Work order -
Pull every line containing "serif" out of the material below.

Material provided -
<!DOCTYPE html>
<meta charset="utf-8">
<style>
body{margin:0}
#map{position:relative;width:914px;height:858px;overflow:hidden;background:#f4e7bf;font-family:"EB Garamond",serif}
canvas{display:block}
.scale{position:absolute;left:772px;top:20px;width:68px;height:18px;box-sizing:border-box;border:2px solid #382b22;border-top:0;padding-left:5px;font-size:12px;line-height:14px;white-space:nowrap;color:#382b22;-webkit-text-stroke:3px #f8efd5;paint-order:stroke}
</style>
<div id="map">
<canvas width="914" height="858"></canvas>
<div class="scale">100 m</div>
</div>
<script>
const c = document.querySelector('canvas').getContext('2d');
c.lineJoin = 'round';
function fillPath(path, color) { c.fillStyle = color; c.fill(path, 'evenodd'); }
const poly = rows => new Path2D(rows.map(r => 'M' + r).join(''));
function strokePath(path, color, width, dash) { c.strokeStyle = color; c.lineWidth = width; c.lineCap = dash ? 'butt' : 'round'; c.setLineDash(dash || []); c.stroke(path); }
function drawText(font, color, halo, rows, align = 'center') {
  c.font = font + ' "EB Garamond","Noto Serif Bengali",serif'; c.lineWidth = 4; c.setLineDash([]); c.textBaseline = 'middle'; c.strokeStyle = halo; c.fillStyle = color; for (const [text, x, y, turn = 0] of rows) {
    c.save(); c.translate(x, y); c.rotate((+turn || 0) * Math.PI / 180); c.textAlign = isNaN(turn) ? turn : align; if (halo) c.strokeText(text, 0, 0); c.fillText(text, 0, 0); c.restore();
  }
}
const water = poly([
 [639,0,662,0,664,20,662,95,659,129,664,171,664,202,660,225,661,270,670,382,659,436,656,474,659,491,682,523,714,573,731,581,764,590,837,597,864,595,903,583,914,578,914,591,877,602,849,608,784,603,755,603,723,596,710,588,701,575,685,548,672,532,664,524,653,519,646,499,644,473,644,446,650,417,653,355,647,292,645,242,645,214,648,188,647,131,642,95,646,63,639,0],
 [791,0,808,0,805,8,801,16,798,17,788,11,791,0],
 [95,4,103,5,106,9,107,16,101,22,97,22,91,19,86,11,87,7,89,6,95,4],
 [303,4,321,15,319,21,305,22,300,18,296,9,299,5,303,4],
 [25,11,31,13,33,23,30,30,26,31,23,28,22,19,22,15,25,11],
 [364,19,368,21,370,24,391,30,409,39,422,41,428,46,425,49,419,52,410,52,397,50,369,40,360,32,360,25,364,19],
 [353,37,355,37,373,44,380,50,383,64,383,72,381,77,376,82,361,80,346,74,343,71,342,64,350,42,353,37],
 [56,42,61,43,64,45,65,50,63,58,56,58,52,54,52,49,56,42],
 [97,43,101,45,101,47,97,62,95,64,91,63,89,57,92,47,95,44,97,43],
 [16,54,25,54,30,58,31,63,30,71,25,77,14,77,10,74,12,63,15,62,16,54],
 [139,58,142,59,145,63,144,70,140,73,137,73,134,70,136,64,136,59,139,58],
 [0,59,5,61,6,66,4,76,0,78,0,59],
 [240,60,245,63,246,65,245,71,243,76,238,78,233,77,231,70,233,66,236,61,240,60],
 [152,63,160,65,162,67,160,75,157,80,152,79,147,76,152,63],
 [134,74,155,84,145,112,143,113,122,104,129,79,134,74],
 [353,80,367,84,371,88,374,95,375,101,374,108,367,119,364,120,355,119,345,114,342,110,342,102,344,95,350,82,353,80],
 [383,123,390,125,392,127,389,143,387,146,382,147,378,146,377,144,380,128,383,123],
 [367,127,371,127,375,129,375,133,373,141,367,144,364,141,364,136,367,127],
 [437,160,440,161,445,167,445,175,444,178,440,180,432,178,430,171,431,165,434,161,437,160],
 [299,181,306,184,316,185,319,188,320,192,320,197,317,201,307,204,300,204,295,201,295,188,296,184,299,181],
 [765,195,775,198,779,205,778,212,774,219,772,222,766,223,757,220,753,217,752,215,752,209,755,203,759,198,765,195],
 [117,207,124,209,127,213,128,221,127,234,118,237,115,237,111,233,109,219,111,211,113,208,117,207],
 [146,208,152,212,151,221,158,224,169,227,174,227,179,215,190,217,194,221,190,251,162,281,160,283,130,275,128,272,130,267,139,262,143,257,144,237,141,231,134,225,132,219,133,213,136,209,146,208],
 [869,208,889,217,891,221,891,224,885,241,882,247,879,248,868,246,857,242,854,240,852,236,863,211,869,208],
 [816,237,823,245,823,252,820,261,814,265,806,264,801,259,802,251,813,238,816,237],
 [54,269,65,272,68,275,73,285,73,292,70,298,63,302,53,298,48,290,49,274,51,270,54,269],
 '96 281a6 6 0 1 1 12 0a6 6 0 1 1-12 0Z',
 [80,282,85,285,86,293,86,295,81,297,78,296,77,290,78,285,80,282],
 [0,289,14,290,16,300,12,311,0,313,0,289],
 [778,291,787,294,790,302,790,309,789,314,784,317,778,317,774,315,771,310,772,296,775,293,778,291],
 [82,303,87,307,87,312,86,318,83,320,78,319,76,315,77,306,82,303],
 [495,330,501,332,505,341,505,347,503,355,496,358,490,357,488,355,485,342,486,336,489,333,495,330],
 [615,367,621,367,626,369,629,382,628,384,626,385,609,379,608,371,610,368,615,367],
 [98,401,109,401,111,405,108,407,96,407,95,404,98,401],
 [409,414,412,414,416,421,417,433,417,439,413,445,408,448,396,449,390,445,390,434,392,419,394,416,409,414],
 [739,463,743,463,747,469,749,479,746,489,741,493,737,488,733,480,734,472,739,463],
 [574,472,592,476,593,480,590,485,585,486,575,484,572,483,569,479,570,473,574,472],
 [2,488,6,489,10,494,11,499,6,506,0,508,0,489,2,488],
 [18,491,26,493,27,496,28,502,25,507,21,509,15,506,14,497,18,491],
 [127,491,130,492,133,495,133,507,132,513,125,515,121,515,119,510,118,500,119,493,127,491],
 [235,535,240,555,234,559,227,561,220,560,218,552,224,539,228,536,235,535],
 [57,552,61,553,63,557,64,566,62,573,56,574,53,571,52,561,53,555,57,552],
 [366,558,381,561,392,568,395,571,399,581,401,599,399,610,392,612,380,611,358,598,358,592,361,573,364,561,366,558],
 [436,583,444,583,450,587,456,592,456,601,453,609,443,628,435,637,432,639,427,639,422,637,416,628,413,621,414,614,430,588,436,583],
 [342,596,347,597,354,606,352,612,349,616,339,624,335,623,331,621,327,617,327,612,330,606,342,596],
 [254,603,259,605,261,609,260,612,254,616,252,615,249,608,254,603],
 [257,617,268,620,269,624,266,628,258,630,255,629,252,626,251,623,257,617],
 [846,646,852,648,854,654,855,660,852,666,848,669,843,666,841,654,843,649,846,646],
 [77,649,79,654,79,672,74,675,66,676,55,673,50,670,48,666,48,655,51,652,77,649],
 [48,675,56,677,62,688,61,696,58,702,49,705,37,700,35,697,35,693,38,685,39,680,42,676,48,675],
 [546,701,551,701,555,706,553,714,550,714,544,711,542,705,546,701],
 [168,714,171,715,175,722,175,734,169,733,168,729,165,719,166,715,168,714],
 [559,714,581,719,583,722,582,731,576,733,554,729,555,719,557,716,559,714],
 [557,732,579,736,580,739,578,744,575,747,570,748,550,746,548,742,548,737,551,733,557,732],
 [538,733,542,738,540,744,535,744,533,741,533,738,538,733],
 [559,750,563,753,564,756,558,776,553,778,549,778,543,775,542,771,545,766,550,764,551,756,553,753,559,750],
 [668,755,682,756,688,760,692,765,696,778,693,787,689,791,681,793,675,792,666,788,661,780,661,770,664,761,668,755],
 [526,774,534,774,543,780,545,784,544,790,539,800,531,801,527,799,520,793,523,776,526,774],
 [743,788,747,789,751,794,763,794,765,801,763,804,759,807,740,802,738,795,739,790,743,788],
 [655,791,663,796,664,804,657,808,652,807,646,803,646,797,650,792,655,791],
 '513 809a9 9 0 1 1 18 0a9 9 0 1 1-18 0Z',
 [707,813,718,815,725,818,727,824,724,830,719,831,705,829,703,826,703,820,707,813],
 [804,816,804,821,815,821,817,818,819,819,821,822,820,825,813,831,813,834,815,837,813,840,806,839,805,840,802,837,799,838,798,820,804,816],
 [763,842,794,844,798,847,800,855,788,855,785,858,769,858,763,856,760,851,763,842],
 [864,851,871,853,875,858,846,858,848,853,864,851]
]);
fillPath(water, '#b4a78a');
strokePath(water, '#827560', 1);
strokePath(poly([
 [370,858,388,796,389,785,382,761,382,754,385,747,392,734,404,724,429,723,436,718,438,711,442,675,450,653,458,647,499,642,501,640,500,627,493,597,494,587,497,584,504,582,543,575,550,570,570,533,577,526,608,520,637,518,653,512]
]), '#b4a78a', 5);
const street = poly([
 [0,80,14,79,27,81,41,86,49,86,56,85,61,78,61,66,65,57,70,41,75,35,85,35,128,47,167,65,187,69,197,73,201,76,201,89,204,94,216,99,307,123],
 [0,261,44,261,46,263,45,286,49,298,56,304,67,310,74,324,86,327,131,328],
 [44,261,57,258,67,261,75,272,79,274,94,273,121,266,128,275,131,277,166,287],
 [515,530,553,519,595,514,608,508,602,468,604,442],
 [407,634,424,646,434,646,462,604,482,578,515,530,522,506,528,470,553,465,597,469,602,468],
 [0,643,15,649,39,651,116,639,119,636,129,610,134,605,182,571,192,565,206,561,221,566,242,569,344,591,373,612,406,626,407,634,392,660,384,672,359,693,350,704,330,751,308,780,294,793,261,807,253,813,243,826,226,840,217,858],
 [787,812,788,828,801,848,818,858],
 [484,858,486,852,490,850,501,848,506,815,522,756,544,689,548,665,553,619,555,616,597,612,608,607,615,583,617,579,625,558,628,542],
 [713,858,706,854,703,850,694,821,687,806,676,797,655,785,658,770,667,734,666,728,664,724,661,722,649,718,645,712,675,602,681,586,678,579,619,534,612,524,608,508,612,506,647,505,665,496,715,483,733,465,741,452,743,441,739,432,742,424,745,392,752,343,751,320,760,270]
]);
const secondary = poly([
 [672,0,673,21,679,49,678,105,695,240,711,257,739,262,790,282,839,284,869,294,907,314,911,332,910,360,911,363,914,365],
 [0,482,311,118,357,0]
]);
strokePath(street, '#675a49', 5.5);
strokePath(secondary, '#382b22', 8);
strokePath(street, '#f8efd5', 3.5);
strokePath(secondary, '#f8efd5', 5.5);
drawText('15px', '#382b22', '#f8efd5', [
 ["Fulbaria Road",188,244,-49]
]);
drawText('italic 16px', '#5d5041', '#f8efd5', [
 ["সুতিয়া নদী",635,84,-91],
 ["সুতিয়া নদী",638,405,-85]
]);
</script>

Task response -
#map{position:relative;width:914px;height:858px;overflow:hidden;background:#f4e7bf;font-family:"EB Garamond",serif}
  c.font = font + ' "EB Garamond","Noto Serif Bengali",serif'; c.lineWidth = 4; c.setLineDash([]); c.textBaseline = 'middle'; c.strokeStyle = halo; c.fillStyle = color; for (const [text, x, y, turn = 0] of rows) {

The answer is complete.